Laura ate the proscioutto-wrapped trout with a white wine.
Nichole ate the braised duck manapua and a Bibb salad.
Tiffany ate the eggplant lasagna.
We split some cherrymisu.
The bill was about $70, or $17.50/person, plus tip.
JM gave Kickshaw an A; Tiffany gave Kickshaw a B+; Laura and Nichole gave Kickshaw a B (see our grading rubric).
Latest Kickshaw news and reviews
Kickshaw's location holds the dubious distinction of being the first place we have visited to house three distinct restaurants. Before Kickshaw, it was Good Times; before that, Fitch's Chophouse. To Kickshaw's credit, they made more of an effort to retheme the place than Good Times had. The mafia murals were gone, as was the game room. Still, a split-personality feel lingered. The menu was upscale, but there were parties made up of dressy adults next to post-soccer-practice kids; our server was in training as well.
Laura opted for the prosciutto-wrapped trout, which was presented with a great deal of presentation (for want of a better term). It was a meaty, succulent dish, but the tail and skin threw her off a bit, and the pile of capers seemed to convey a forced nonchalance.
Tiffany found the eggplant lasagna to be very well done. A parmesan cracker, flying like a flag above the entree, was twee but tasty.
Nichole's Bibb salad with pear, candied pecans, craisins, and Green Goddess dressing was a bit gritty and left her mostly feeling eager for spring farmers' markets. The braised duck manapua was basically a Hawaiian-style steamed bun with sweet/smoky sauce and roast duck. It was on the appetizer menu, but had we intended to share it would have been awkward. As it was, it was flavorful, if a little salty and dry.
JM was the most pleased with his meal. A giant rack of meat candy is hard to argue with, falling off the bone as it did. This photo scarcely does it justice; see another angle to get the full scale. He was in the clean plate club on this meal.
Another winner was the cherrymisu dessert. Liberated ladyfingers jutted from a martini glass filled with mascarpone and a dash of kirschwasser in a festive, jaunty sweet.
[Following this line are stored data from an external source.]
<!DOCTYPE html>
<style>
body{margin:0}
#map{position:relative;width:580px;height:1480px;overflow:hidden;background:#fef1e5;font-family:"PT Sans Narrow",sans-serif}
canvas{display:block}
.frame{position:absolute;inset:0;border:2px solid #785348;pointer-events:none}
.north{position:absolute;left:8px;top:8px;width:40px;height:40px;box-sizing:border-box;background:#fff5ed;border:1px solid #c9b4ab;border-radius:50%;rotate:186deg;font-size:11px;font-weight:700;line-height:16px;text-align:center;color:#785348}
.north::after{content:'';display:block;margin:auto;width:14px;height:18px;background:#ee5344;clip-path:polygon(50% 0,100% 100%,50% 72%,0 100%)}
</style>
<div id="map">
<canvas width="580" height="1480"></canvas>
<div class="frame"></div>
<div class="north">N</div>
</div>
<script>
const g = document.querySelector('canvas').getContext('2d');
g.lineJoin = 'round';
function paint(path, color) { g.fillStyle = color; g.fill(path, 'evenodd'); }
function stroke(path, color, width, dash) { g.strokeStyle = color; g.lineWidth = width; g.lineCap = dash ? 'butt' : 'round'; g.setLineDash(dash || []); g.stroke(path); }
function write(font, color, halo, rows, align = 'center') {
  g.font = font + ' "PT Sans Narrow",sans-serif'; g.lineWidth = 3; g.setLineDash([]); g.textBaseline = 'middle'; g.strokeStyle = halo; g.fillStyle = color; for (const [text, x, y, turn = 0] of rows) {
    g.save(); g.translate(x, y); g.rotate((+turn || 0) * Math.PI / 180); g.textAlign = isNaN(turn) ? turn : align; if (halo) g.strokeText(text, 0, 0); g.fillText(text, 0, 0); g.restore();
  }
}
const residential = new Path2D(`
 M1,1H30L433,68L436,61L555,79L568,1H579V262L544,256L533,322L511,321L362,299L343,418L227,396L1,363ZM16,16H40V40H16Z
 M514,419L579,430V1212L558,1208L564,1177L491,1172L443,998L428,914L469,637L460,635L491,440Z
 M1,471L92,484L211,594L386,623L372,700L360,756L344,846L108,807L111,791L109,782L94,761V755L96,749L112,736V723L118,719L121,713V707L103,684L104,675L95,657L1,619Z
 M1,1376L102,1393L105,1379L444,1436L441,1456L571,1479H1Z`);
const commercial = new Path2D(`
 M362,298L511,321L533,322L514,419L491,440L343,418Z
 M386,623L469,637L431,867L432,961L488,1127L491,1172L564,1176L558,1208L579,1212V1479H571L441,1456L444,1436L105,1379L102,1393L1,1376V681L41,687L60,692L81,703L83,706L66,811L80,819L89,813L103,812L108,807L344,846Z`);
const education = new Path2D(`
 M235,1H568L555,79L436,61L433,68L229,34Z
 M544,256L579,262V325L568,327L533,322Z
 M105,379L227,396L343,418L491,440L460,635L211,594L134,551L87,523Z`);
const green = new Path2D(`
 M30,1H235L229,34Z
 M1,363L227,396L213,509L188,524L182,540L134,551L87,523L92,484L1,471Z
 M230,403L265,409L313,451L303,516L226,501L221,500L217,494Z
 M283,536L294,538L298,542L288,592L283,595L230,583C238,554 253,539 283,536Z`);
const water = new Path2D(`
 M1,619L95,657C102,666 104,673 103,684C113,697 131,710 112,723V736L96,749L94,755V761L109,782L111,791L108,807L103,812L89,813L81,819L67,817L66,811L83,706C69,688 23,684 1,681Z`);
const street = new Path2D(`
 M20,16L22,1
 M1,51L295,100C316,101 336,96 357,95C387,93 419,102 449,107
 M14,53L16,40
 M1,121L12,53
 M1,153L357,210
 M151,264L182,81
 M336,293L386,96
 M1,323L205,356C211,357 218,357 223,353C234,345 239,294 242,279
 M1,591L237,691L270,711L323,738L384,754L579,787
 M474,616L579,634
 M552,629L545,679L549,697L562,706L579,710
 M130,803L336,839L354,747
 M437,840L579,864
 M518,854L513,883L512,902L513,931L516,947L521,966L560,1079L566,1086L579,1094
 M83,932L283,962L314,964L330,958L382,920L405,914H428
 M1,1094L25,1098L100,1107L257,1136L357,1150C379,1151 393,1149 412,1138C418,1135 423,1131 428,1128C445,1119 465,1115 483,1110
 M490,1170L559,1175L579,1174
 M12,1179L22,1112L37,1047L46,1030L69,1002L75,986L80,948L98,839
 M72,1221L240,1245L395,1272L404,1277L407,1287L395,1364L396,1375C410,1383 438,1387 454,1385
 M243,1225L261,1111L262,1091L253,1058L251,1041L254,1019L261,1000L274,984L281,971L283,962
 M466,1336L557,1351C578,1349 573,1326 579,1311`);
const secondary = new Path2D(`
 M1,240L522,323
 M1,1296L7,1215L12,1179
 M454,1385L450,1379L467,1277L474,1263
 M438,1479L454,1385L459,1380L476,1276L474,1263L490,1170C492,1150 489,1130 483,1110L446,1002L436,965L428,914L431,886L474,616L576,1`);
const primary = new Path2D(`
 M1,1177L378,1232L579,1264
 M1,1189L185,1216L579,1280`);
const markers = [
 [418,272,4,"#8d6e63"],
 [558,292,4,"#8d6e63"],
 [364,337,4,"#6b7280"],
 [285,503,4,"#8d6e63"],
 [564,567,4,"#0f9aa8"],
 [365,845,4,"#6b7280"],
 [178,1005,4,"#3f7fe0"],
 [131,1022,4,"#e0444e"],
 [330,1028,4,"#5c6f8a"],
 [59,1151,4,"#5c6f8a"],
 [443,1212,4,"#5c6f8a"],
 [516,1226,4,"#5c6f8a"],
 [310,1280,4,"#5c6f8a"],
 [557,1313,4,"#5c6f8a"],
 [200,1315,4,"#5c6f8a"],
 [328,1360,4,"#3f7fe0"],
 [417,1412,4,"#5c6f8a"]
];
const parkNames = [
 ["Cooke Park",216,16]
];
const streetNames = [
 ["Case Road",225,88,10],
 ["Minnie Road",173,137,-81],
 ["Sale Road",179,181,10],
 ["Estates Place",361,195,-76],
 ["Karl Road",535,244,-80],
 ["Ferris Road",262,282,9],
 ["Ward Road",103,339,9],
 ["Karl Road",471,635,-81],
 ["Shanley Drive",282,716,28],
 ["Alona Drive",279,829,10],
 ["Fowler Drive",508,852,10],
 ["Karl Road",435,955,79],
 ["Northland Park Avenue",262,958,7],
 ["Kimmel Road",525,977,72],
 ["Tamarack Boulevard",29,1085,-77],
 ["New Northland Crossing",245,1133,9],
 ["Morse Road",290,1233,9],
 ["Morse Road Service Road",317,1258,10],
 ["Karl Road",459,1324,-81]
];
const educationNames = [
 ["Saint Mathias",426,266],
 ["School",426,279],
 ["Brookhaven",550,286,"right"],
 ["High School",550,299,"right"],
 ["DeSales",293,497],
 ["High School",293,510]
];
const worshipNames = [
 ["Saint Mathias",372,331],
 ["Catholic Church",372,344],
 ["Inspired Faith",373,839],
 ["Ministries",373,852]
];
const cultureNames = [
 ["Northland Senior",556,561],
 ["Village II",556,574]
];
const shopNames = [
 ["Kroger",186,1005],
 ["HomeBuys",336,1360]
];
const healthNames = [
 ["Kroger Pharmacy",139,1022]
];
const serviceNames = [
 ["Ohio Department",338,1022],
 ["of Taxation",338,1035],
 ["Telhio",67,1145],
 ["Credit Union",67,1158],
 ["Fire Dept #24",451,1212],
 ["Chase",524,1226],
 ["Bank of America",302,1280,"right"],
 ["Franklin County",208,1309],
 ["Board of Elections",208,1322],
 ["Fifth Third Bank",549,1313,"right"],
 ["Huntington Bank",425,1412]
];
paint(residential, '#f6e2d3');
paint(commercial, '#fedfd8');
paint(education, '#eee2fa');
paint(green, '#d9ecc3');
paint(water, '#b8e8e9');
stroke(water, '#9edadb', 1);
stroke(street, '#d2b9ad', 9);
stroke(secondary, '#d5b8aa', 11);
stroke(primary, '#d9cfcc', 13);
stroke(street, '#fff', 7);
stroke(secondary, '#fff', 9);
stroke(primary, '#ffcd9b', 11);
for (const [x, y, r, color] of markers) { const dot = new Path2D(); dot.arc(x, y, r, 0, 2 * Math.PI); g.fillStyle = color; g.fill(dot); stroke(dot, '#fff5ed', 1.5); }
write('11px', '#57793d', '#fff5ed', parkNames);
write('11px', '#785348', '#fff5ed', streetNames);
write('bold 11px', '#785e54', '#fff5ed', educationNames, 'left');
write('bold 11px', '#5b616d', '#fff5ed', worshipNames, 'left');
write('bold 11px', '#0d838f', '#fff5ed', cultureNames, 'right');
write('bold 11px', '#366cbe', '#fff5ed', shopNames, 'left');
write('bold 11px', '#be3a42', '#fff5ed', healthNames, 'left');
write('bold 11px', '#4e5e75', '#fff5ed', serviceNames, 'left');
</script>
Kickshaw seems to be trying to compete for the locavore/foodie crowd that Madison nourishes in abundance. Their menu is so seasonal as to be unpredictable, according to folks we'd compared notes with. But Kickshaw is neither a downtown classy stop before Overture or a near-east side funky bistro. In further-flung Fitchburg, it may need to consider developing a more regular clientele looking for a specific kind of comfort and work out from there.
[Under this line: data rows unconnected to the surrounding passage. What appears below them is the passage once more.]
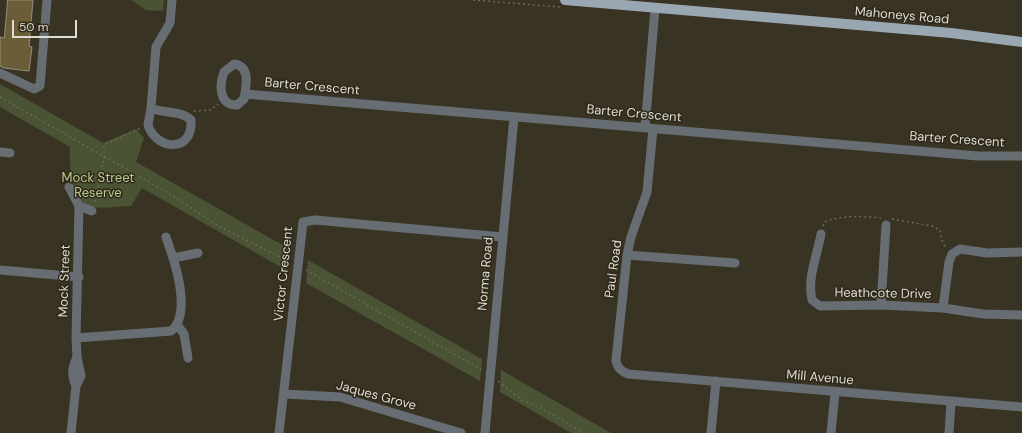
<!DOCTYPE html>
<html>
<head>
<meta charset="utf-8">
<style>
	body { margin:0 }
	#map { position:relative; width:1022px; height:433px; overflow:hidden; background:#393324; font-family:"DM Sans",sans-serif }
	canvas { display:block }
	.scale { position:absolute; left:12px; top:20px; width:65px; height:18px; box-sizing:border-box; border:2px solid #dfdcd2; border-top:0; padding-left:5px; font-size:12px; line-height:14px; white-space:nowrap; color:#dfdcd2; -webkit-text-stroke:3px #2f291a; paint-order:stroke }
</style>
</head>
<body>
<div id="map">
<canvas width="1022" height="433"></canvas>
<div class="scale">50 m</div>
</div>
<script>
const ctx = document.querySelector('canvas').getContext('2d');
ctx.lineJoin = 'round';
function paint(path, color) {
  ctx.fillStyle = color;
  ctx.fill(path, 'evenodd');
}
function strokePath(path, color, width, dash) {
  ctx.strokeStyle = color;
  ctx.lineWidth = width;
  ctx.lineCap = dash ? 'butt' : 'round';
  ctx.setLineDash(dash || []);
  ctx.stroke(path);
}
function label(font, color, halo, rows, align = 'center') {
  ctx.font = font + ' "DM Sans",sans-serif';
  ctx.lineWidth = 3;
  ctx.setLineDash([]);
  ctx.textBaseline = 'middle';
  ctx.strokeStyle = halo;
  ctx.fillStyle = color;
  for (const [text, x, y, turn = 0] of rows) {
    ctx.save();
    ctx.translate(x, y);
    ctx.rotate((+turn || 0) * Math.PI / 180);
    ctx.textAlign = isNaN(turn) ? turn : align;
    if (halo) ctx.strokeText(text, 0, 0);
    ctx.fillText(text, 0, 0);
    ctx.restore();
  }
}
const green = new Path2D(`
	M131,0H164L163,11L146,10Z
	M0,84L103,143L136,129L144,138L136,162L288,248L286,270L142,188L131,206C119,206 105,209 93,207C69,204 70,165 70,147L0,107Z
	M308,260L482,359L480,381L306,283Z
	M501,370L611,433H571L500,392Z`);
const building = new Path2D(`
	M8,0H33L29,46L32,47L29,71L4,68L0,66V37L4,38Z`);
const path = new Path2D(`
	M473,0L560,7
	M0,97L170,194L220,227L290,262
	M194,111L211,110L218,104
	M95,202L104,158V145L141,128
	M892,219L932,226L940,230L943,244L946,247
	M823,226L824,222C843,215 861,216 881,218
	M306,270L482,370
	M498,381L522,400L541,408L584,433`);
const minor = new Path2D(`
	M234,64C251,66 246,86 244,99L237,105C219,106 219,85 224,72Z
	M0,73L34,89L40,86L47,0
	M245,94L978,156H1022
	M151,108C164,114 181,110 191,120C193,154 156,150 148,125L151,108L156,47L170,23L172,0
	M645,128L655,8
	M653,129L647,192L631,237L627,255L616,360C617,368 621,371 628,374L1022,407
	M0,152L10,153
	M69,187L79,206L92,211
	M821,234C817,257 807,277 812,300L820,306L881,305L943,308L983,314L1022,315
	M166,237L173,258L198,253
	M627,255L735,263
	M0,270L79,277
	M881,305L886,225
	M943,308L949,262L952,254L960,249L987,253L1022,252
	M178,326L184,334L188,358
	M76,338L171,331C189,317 179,277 173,258
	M76,386C71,375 72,368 77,357
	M284,394L340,397L461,433
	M71,433L76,386L81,376L77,357L76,338L79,206
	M279,433L303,222L315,220L503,237
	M485,433L514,117
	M711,433L716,381
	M831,433L835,393
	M949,433L951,402`);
const major = new Path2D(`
	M565,0L951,33L1022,42`);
const streetNames = [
	["Mahoneys Road",902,16,5],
	["Barter Crescent",312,87,5],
	["Barter Crescent",634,114,5],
	["Barter Crescent",957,140,4],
	["Paul Road",614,269,-82],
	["Victor Crescent",284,274,-84],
	["Norma Road",486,274,-85],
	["Mock Street",65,281,-88],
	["Heathcote Drive",883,294,1],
	["Mill Avenue",820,378,5],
	["Jaques Grove",376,396,15]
];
const parkNames = [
	["Mock Street",98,179],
	["Reserve",98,194]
];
paint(green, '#4a5333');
paint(building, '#6a5d37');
strokePath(building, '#948e7c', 1);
strokePath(path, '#6c675a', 1.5, [2, 3]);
strokePath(minor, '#676e73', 9);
strokePath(major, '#98a7b1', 10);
label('13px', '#dfdcd2', '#2f291a', streetNames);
label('13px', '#b9cb8b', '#2f291a', parkNames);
</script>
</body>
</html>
I doubt I will ever go to a restaurant in this location again. I cannot forget the two blah overpriced meals I had at Fitch's. Too many better places in that same price range.
Posted by: steve | April 07, 2010 at 12:19 PM
We weren't overly impressed with this place. The food wasn't bad, but it was just OK - and in this price range, we were expecting great. Our dining companions all had pretty much the same reaction. For that kind of money, Lombardino's or L'Etoile is a much better choice.
Also, the setting isn't really a good fit for fine dining. It seems more like the kind of place you'd go to after work and have hors d'oevres and a couple of drinks. I think upscale pub food might work a little better here.
Posted by: catwoman5 | April 07, 2010 at 04:46 PM
Seems to me that if you're going to serve a whole fish, you should, y'know, serve the whole fish. Lopping off the head actually makes it more disconcerting than serving it mit Kopf.
But that crispy trout skin...damn. Ain't nothing wrong with that.
Posted by: Kyle | April 08, 2010 at 08:40 AM
Closed? Already? I didn't think this place would make it, but I'm surprised it closed this quickly.